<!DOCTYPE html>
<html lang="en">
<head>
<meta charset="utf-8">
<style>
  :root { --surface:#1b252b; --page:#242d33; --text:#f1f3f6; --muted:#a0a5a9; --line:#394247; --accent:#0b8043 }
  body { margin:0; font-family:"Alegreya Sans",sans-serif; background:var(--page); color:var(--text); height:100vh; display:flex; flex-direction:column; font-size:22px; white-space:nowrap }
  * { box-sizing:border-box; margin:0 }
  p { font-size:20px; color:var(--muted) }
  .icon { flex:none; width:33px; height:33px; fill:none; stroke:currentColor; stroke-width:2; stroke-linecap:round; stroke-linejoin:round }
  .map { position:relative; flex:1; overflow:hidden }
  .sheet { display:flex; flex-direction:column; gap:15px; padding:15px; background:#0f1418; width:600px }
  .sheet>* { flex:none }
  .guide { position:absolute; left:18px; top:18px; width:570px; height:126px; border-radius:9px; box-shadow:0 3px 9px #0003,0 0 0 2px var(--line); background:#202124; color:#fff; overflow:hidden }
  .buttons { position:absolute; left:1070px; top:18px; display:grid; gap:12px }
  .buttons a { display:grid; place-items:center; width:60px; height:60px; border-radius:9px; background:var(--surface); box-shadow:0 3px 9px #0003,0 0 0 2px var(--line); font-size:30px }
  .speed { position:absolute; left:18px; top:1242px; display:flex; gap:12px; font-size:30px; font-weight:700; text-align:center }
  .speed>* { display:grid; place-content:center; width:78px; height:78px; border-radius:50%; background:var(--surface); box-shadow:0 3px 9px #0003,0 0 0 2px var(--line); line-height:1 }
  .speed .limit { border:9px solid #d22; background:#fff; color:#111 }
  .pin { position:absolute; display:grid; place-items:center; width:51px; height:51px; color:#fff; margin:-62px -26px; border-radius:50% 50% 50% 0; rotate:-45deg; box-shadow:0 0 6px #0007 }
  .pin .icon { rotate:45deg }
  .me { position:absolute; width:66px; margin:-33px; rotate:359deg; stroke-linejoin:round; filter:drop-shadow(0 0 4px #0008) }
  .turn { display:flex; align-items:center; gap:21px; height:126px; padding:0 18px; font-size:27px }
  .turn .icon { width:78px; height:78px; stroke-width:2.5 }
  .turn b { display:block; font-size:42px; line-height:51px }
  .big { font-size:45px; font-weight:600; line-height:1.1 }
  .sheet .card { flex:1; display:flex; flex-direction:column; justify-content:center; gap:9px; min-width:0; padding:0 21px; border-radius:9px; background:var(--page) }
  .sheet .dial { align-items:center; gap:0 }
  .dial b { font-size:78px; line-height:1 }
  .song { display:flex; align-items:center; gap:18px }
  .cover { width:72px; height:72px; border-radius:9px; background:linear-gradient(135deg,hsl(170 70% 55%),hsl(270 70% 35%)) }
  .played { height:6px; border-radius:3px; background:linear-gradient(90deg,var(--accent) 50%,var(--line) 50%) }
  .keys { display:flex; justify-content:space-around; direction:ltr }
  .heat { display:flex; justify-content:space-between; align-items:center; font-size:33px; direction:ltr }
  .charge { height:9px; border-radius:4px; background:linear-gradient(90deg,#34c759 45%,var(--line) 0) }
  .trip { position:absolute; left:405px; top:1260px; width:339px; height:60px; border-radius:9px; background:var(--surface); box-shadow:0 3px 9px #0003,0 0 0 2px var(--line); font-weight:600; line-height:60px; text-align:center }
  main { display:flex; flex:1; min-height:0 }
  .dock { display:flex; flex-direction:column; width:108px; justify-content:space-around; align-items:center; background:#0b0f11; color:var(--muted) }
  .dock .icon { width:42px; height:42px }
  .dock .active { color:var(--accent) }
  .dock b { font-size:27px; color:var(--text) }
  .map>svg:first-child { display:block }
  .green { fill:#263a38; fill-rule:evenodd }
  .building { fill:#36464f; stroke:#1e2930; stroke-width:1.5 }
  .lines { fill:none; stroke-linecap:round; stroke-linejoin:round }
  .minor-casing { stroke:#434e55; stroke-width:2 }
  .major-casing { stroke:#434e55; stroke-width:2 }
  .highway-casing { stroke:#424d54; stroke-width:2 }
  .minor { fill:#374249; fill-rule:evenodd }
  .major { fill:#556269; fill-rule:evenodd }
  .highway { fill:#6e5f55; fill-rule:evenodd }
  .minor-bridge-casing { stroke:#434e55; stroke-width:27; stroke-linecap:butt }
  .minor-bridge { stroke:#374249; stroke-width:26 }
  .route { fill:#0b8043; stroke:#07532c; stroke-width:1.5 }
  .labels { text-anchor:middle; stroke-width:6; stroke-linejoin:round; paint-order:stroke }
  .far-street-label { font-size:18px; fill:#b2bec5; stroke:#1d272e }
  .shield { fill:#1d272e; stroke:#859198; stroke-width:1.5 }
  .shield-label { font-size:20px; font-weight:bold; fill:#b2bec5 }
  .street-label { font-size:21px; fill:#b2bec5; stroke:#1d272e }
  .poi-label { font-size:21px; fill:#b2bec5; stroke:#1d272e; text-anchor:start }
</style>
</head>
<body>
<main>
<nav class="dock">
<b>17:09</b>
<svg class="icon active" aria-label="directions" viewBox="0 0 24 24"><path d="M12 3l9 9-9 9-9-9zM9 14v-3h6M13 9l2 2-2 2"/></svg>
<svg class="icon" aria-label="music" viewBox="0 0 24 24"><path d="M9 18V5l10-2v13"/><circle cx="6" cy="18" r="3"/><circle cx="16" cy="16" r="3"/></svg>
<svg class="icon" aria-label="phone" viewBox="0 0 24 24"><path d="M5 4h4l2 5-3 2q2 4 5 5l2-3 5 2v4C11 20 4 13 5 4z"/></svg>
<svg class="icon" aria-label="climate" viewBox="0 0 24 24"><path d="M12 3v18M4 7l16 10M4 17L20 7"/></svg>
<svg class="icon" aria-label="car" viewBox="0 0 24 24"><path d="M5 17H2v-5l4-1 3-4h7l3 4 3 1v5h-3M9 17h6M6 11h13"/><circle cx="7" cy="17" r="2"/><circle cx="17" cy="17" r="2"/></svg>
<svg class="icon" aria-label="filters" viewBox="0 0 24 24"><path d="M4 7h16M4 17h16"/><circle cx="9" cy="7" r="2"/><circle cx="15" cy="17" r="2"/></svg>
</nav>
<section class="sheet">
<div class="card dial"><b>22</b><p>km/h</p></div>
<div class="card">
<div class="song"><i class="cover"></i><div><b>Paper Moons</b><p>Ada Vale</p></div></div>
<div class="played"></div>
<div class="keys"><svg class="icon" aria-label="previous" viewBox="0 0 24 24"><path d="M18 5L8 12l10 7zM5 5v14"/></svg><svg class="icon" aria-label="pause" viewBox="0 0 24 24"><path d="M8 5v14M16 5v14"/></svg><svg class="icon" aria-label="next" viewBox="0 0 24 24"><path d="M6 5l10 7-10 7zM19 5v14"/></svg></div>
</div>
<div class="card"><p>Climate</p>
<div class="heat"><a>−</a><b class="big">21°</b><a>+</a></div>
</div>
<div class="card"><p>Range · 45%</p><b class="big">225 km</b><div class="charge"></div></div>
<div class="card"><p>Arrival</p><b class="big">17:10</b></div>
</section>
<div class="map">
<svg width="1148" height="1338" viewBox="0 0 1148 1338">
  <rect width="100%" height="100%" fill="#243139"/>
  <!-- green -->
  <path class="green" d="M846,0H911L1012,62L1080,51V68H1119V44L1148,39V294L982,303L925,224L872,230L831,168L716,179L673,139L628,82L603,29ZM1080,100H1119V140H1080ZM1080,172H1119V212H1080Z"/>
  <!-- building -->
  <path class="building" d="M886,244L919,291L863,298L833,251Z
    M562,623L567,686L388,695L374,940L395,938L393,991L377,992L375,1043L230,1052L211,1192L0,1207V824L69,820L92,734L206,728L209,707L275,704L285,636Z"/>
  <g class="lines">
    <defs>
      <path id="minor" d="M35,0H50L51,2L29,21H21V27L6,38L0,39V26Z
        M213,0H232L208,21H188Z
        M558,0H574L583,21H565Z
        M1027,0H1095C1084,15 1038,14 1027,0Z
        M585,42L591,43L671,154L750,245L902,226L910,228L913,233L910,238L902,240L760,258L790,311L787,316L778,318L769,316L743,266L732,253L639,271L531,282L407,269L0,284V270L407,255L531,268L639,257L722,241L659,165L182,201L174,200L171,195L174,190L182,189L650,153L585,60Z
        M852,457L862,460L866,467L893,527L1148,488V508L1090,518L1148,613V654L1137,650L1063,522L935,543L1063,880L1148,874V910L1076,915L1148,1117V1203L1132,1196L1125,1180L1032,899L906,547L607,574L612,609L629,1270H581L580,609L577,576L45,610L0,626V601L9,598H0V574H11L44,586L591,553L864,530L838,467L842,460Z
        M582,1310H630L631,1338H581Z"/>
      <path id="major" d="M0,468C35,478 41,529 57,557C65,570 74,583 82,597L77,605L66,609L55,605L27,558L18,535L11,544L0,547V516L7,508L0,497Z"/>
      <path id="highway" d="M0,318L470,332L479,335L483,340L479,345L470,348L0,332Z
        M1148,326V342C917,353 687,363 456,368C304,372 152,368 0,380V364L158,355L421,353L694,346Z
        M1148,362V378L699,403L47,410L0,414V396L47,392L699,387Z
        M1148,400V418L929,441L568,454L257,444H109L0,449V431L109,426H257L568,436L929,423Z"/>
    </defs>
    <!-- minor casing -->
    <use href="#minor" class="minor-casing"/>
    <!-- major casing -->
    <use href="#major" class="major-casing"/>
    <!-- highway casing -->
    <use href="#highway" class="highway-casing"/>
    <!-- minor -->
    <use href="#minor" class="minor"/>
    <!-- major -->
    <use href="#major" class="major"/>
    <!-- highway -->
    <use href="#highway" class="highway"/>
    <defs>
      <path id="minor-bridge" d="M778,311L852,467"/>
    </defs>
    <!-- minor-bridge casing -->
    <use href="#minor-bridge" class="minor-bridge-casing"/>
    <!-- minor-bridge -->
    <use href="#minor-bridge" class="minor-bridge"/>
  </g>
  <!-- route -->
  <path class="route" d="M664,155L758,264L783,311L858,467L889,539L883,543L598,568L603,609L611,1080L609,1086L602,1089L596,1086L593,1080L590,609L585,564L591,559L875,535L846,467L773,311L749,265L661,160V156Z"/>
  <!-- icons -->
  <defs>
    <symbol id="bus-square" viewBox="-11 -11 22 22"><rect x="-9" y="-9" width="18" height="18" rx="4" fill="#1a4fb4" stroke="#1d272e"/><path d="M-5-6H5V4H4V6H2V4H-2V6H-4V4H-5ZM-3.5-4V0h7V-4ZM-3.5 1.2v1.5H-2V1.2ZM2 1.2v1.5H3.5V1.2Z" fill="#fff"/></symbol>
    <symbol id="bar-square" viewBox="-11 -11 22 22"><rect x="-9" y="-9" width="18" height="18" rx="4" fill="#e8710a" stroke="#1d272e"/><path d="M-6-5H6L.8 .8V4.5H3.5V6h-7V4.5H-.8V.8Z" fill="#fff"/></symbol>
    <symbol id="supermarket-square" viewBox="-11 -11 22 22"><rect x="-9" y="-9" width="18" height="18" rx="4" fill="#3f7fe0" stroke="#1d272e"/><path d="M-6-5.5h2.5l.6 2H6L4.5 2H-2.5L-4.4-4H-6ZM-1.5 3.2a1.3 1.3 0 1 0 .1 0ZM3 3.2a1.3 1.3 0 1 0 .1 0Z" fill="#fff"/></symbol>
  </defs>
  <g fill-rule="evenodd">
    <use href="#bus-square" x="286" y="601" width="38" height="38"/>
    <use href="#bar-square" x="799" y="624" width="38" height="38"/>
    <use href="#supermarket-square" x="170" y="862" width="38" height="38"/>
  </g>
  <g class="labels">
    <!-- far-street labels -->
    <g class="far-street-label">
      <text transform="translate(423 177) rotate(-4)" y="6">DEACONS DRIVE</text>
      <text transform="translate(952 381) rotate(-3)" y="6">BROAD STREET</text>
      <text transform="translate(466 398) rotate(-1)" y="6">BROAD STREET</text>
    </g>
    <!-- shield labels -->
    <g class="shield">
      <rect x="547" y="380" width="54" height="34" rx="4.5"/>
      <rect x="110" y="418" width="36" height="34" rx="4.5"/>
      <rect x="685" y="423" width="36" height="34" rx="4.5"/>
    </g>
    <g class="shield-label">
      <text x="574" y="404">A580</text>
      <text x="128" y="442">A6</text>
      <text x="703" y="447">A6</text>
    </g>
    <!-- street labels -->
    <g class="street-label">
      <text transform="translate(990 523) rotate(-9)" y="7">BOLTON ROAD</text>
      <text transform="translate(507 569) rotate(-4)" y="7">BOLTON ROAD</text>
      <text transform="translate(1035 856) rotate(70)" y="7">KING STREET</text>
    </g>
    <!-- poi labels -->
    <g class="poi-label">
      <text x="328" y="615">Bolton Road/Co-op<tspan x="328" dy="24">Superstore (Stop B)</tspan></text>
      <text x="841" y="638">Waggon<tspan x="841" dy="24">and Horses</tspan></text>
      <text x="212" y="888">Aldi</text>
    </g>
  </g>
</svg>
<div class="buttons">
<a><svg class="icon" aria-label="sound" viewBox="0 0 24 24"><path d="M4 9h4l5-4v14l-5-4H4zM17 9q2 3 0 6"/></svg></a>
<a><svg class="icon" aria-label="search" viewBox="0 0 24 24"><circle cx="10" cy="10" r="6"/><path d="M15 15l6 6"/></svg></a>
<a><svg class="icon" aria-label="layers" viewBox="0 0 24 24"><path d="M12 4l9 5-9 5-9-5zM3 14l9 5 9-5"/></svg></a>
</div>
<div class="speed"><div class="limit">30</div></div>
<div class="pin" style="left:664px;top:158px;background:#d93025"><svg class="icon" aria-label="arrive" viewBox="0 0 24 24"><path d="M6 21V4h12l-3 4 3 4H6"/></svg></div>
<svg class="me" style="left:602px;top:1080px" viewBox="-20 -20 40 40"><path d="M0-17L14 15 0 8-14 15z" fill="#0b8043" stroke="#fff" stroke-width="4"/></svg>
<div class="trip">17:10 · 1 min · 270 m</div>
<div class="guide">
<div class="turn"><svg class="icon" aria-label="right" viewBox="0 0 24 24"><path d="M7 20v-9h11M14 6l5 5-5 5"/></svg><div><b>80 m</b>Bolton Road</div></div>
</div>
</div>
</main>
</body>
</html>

◆ ◆ ◆

The problem -
Every line of the entries that includes "linecap" must be copied into the answer.

Output of the task -
  .icon { flex:none; width:33px; height:33px; fill:none; stroke:currentColor; stroke-width:2; stroke-linecap:round; stroke-linejoin:round }
  .lines { fill:none; stroke-linecap:round; stroke-linejoin:round }
  .minor-bridge-casing { stroke:#434e55; stroke-width:27; stroke-linecap:butt }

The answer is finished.